- _Records supplied_

_ _ _ _ _ _ _

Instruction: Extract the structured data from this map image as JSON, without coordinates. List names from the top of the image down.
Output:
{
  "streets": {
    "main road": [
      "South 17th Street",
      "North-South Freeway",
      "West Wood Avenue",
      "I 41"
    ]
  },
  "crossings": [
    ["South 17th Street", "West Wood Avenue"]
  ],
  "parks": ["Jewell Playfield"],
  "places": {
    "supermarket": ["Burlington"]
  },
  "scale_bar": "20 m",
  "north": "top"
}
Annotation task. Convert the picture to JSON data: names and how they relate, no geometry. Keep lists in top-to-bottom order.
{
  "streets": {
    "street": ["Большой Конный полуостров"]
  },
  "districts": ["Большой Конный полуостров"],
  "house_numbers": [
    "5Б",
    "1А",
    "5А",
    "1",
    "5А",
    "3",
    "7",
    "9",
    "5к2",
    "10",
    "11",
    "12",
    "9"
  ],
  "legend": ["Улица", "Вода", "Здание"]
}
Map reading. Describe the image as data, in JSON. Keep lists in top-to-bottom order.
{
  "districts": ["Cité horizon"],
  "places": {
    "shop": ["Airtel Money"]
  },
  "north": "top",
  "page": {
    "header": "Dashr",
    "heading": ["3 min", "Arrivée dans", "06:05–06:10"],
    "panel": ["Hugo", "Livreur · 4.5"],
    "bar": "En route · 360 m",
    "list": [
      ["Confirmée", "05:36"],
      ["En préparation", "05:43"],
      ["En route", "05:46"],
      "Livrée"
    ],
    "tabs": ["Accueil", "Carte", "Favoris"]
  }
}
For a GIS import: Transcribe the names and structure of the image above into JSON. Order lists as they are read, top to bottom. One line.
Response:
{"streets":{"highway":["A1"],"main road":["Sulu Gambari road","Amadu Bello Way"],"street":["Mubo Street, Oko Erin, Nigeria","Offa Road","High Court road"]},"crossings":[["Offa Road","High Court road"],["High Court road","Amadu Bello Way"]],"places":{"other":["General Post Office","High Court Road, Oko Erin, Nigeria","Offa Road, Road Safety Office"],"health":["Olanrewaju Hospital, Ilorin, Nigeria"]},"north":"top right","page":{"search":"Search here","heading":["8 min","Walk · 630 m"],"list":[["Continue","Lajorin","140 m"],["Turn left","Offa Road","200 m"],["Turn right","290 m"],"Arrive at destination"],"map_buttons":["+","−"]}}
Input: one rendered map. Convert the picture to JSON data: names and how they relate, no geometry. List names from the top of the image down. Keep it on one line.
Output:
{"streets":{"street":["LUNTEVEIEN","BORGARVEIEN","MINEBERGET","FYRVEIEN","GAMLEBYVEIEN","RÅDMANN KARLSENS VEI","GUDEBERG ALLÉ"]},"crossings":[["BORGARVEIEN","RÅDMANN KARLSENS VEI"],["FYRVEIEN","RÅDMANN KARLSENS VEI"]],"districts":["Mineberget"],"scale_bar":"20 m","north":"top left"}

_ _ _ _ _ _ _

- _Work to be completed_
The answer must consist of every line from the records above that holds "down".

- _Result below_
Instruction: Extract the structured data from this map image as JSON, without coordinates. List names from the top of the image down.
Input: one rendered map. Convert the picture to JSON data: names and how they relate, no geometry. List names from the top of the image down. Keep it on one line.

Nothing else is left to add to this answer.